Exercise:
A picture-free, exact reproduction of the listing that follows is required.

┄┄┄┄┄┄┄┄┄┄

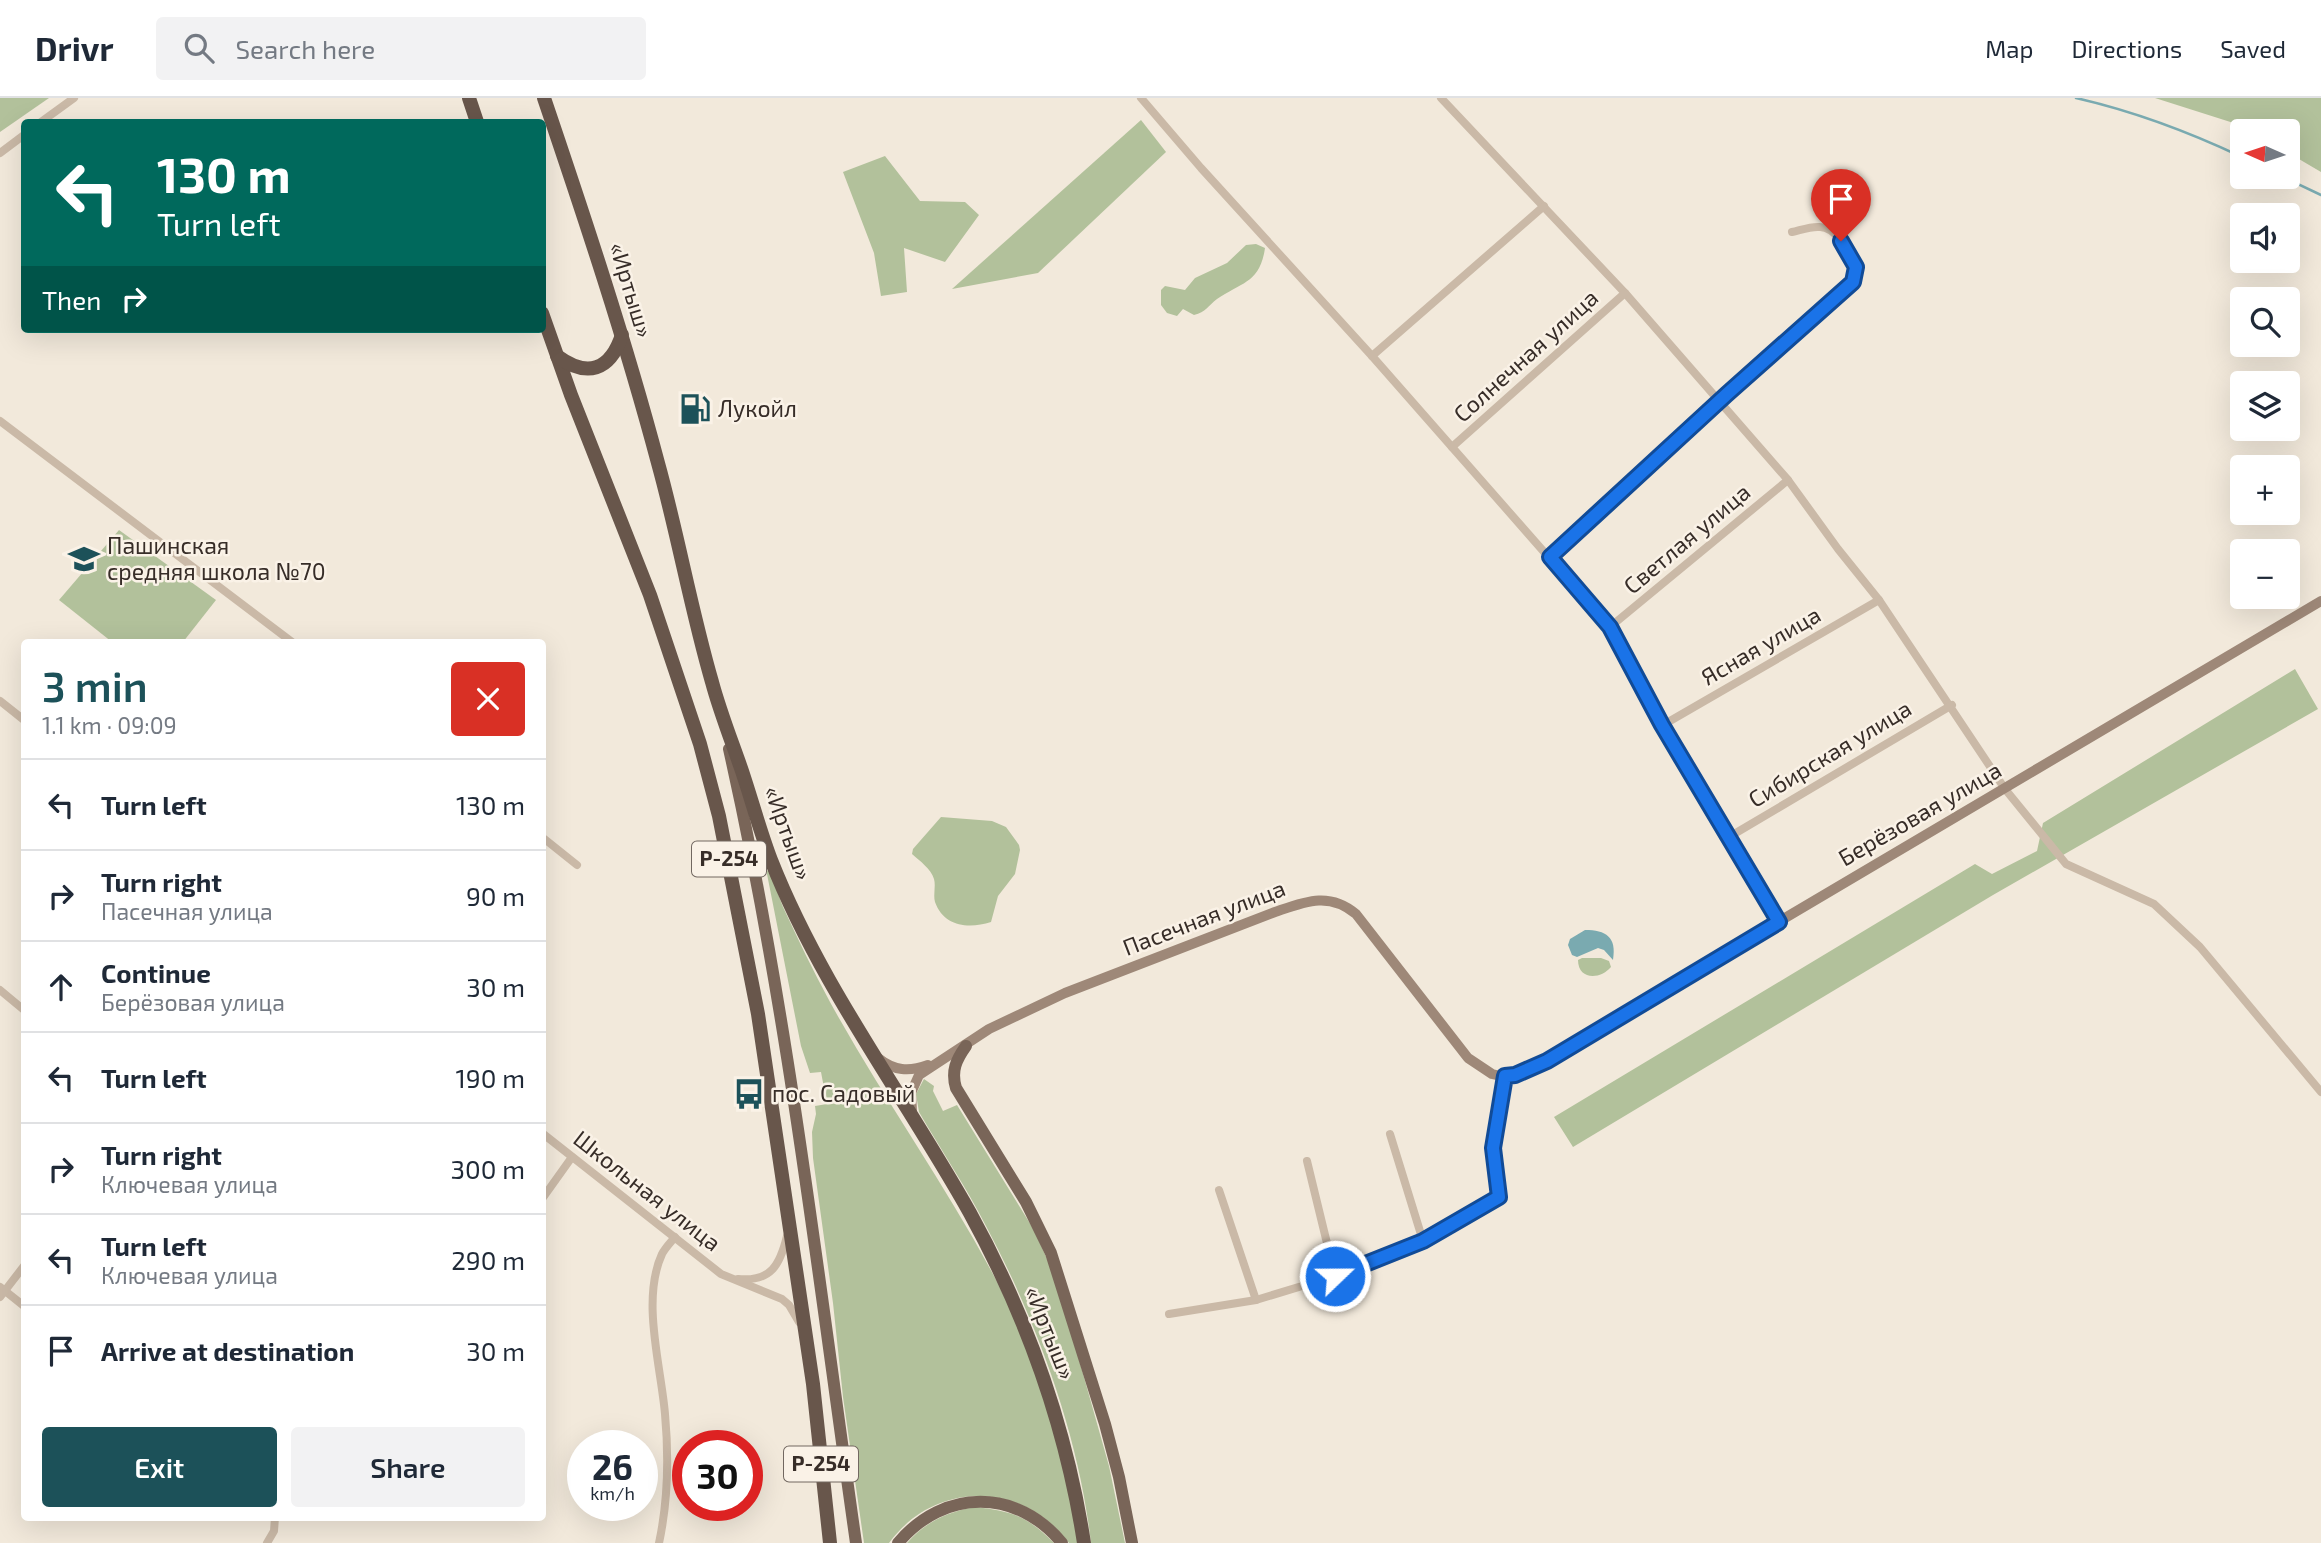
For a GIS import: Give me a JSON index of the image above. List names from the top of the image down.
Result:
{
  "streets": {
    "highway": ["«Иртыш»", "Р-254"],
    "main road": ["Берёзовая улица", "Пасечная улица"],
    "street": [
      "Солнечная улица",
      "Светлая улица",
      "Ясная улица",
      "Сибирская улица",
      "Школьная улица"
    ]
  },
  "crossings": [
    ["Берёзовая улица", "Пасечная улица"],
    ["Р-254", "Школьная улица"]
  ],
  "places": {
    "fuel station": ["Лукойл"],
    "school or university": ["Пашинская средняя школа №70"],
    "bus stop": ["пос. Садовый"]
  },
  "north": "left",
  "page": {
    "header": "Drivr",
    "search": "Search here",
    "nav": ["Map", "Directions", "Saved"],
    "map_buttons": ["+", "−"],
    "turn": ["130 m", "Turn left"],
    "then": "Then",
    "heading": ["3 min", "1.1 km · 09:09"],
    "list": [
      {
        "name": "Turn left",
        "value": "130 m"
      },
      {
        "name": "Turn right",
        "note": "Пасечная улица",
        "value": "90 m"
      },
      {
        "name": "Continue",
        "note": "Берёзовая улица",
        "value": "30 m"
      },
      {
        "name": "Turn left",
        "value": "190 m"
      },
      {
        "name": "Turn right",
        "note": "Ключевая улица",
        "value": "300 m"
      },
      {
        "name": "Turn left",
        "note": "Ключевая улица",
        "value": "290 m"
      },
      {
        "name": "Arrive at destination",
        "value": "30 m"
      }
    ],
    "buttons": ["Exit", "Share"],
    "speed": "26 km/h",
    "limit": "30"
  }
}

┄┄┄┄┄┄┄┄┄┄

Result:
For a GIS import: Give me a JSON index of the image above. List names from the top of the image down.
Result:
{
  "streets": {
    "highway": ["«Иртыш»", "Р-254"],
    "main road": ["Берёзовая улица", "Пасечная улица"],
    "street": [
      "Солнечная улица",
      "Светлая улица",
      "Ясная улица",
      "Сибирская улица",
      "Школьная улица"
    ]
  },
  "crossings": [
    ["Берёзовая улица", "Пасечная улица"],
    ["Р-254", "Школьная улица"]
  ],
  "places": {
    "fuel station": ["Лукойл"],
    "school or university": ["Пашинская средняя школа №70"],
    "bus stop": ["пос. Садовый"]
  },
  "north": "left",
  "page": {
    "header": "Drivr",
    "search": "Search here",
    "nav": ["Map", "Directions", "Saved"],
    "map_buttons": ["+", "−"],
    "turn": ["130 m", "Turn left"],
    "then": "Then",
    "heading": ["3 min", "1.1 km · 09:09"],
    "list": [
      {
        "name": "Turn left",
        "value": "130 m"
      },
      {
        "name": "Turn right",
        "note": "Пасечная улица",
        "value": "90 m"
      },
      {
        "name": "Continue",
        "note": "Берёзовая улица",
        "value": "30 m"
      },
      {
        "name": "Turn left",
        "value": "190 m"
      },
      {
        "name": "Turn right",
        "note": "Ключевая улица",
        "value": "300 m"
      },
      {
        "name": "Turn left",
        "note": "Ключевая улица",
        "value": "290 m"
      },
      {
        "name": "Arrive at destination",
        "value": "30 m"
      }
    ],
    "buttons": ["Exit", "Share"],
    "speed": "26 km/h",
    "limit": "30"
  }
}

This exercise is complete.